The officers cite “administrative rights” in entering the room and, in response to questions from the student about threatening to get him “kicked out,” that
Instead, one officer invoked “administrative rights” to enter the room and “we don’t have to explain anything to you son.” In the video below, the student is heard cursing at the officers and frankly being rather obnoxious. However, the officer is also telling him not to bother paying his tuition next term.
Here is the university rule:
Room Entry Policy
Authorized university personnel may enter a student’s residence hall room without permission for the following reasons:
To provide routine maintenance
To provide routine inspections to ensure that residents are following health, fire, and safety regulations
To respond to emergency situations; e.g., situations which threaten the health and/or safety of room occupants, and situations which require immediate maintenance to prevent property damage or immediate action to correct the health, fire and/or safety risk
When there is reason to believe that a violation of university policy is taking place in the room and occupants in the room do not open the door when requested to do so.
Authorization to enter a student’s room under this policy does not constitute authorization to conduct a search of the room.
It is an interesting rule since you are allowed entry to look for things but it does not constitute authorization for a search. That seems a bit contradictory in defining the rights of the occupant. THe entry is not being cited as the reason for the termination of the officer who was found to be “in violation of a number of university employment policies.”
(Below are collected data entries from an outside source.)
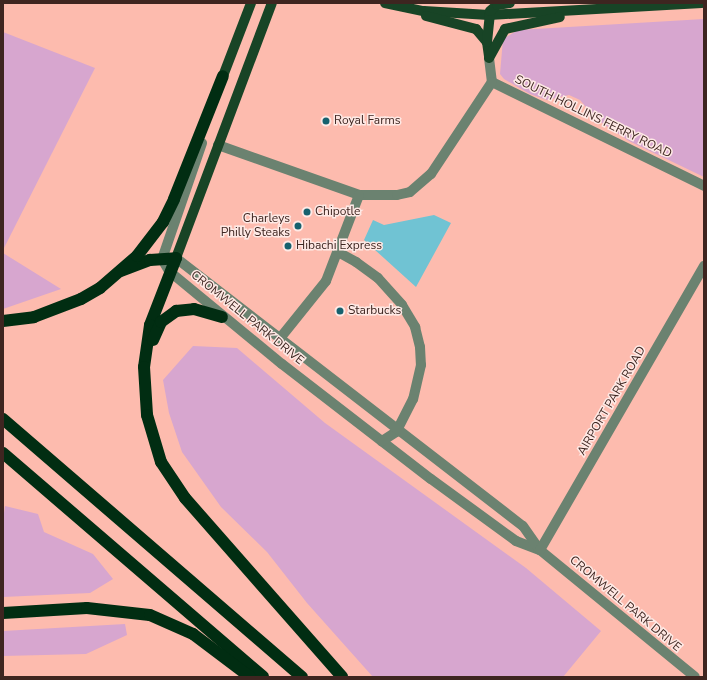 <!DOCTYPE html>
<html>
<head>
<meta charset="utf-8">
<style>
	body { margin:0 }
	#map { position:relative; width:707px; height:680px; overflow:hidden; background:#fdbbae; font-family:"Nunito Sans",sans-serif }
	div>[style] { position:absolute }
	.green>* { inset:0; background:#d7a6cf }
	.water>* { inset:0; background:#70c3d3 }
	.minor>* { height:10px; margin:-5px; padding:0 5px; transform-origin:5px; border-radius:5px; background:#6b8270 }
	.major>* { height:10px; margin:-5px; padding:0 5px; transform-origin:5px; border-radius:5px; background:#184426 }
	.highway>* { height:12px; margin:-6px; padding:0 6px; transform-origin:6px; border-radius:6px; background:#012d12 }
	.dots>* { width:11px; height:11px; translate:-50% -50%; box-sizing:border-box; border:2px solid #fee9e5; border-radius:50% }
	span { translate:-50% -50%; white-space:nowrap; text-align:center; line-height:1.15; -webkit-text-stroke:3px #fee9e5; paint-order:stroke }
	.street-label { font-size:12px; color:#3e2520 }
	.poi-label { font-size:12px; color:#3e2520 }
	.left { translate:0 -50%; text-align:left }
	.right { translate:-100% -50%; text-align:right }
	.frame { position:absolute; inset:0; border:4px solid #3e2520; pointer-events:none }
</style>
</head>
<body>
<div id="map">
	<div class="green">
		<div style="clip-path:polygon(704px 19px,704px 177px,629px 141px,596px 119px,580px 100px,569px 95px,547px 100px,530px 94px,504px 79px,500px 74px,503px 39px,518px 30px)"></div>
		<div style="clip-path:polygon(3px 32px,95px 68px,3px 250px)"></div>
		<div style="clip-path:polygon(3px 253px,61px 289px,3px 309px)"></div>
		<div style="clip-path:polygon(193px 346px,237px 348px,325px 423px,526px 568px,601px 631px,563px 677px,373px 677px,307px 603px,267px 552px,221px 507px,182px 452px,169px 413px,163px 380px)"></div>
		<div style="clip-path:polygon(5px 506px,38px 514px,44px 532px,93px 554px,113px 579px,90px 593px,3px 597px,3px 520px)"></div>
		<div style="clip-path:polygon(125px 624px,127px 635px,86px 654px,3px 656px,3px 631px)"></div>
	</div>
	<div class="water">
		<div style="clip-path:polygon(434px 215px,451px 223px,416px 287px,364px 240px,373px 220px,384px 225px)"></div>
	</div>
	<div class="minor">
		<div style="left:489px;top:58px;width:24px;rotate:83deg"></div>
		<div style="left:492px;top:82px;width:236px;rotate:26.1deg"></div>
		<div style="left:202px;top:143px;width:123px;rotate:109deg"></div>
		<div style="left:162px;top:259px;width:14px;rotate:60deg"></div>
		<div style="left:169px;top:271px;width:146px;rotate:39.5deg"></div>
		<div style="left:282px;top:364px;width:188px;rotate:37.7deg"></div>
		<div style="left:431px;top:479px;width:105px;rotate:36.1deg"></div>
		<div style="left:516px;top:541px;width:26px;rotate:21deg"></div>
		<div style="left:218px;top:145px;width:150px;rotate:19.5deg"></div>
		<div style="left:359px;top:195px;width:38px"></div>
		<div style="left:397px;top:195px;width:13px;rotate:-13deg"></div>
		<div style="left:410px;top:192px;width:28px;rotate:-41deg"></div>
		<div style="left:431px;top:174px;width:110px;rotate:-56.5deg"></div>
		<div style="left:338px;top:252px;width:21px;rotate:29deg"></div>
		<div style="left:356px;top:262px;width:27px;rotate:36deg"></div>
		<div style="left:378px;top:278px;width:36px;rotate:48deg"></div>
		<div style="left:402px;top:305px;width:26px;rotate:59deg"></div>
		<div style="left:415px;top:327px;width:21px;rotate:76deg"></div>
		<div style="left:420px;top:347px;width:18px;rotate:87deg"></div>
		<div style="left:421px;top:365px;width:35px;rotate:103deg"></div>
		<div style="left:413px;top:399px;width:37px;rotate:117deg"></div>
		<div style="left:396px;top:432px;width:17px;rotate:147deg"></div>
		<div style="left:176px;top:258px;width:438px;rotate:37.7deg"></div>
		<div style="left:523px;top:526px;width:29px;rotate:55deg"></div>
		<div style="left:540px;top:550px;width:200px;rotate:39.3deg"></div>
		<div style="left:281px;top:337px;width:72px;rotate:-51.2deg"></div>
		<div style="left:326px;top:281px;width:92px;rotate:-69deg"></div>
		<div style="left:540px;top:550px;width:328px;rotate:-60deg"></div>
	</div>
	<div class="major">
		<div style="left:385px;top:3px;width:40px;rotate:12deg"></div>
		<div style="left:424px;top:11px;width:65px;rotate:3.5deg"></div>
		<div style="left:489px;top:15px;width:213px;rotate:-3.2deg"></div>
		<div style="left:426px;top:16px;width:52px;rotate:14.6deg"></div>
		<div style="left:476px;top:29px;width:17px;rotate:50deg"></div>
		<div style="left:487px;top:42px;width:15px;rotate:82deg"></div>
		<div style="left:487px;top:42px;width:31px;rotate:-84deg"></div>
		<div style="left:490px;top:11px;width:9px;rotate:-41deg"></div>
		<div style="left:497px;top:5px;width:13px;rotate:-9deg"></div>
		<div style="left:489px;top:58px;width:33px;rotate:-61deg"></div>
		<div style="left:505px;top:29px;width:56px;rotate:-12.3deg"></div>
		<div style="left:223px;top:76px;width:78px;rotate:-69deg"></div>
		<div style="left:176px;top:258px;width:272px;rotate:-69.4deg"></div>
	</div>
	<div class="highway">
		<div style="left:121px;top:271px;width:31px;rotate:-21deg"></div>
		<div style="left:150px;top:260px;width:26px;rotate:-4deg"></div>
		<div style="left:176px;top:258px;width:72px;rotate:111.2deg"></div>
		<div style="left:150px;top:325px;width:42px;rotate:98.1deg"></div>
		<div style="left:144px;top:367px;width:48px;rotate:86.4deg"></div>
		<div style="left:147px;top:415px;width:49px;rotate:73.4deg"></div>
		<div style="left:161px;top:462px;width:43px;rotate:56.3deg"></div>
		<div style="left:185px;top:498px;width:238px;rotate:48.7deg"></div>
		<div style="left:3px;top:321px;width:31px;rotate:-7deg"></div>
		<div style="left:34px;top:317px;width:50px;rotate:-21deg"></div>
		<div style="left:81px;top:299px;width:22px;rotate:-30deg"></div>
		<div style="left:100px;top:288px;width:49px;rotate:-40.9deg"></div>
		<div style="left:137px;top:256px;width:43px;rotate:-52.6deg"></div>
		<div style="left:163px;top:222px;width:25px;rotate:-64deg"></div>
		<div style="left:174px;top:199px;width:132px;rotate:-68.3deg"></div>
		<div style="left:153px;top:340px;width:20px;rotate:-66deg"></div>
		<div style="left:161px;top:322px;width:19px;rotate:-36deg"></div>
		<div style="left:176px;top:311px;width:18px;rotate:-6deg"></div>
		<div style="left:194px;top:309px;width:29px;rotate:16deg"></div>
		<div style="left:3px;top:419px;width:395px;rotate:40.8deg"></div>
		<div style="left:3px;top:453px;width:343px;rotate:40.7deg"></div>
		<div style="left:3px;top:613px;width:84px;rotate:-3.4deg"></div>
		<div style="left:87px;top:608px;width:63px;rotate:6.3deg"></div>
		<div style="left:150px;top:615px;width:47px;rotate:23.8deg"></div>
		<div style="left:193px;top:634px;width:71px;rotate:37deg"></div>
	</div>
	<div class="dots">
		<div style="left:326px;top:121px;background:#16616e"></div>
		<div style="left:307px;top:212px;background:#16616e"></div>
		<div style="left:298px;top:226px;background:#16616e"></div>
		<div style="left:288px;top:246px;background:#16616e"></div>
		<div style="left:340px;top:311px;background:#16616e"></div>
	</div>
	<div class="street-label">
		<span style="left:593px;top:117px;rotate:26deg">SOUTH HOLLINS FERRY ROAD</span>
		<span style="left:247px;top:318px;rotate:39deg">CROMWELL PARK DRIVE</span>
		<span style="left:612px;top:401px;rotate:-60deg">AIRPORT PARK ROAD</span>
		<span style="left:625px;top:604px;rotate:40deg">CROMWELL PARK DRIVE</span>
	</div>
	<div class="poi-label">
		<span class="left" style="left:334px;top:121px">Royal Farms</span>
		<span class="left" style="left:315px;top:212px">Chipotle</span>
		<span class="right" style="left:290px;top:226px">Charleys<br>Philly Steaks</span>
		<span class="left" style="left:296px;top:246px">Hibachi Express</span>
		<span class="left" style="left:348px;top:311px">Starbucks</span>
	</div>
	<div class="frame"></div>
</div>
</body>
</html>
Students often complain about the actions of university police at private universities who are not state actors and are not subject to the fourth amendment restrictions imposed on state and federal police. There can be state action elements for a public university like Kentucky. There has been a long complaint that police use that status to acquire evidence through campus police that could not be obtained without a warrant for an actual police search.
Throwing something out a window would obviously raise public safety issues. However, the student describes campus police looking in the refrigerator and it is hard to see how you can investigate the story without a search of the room. Where should the university draw the line in your view?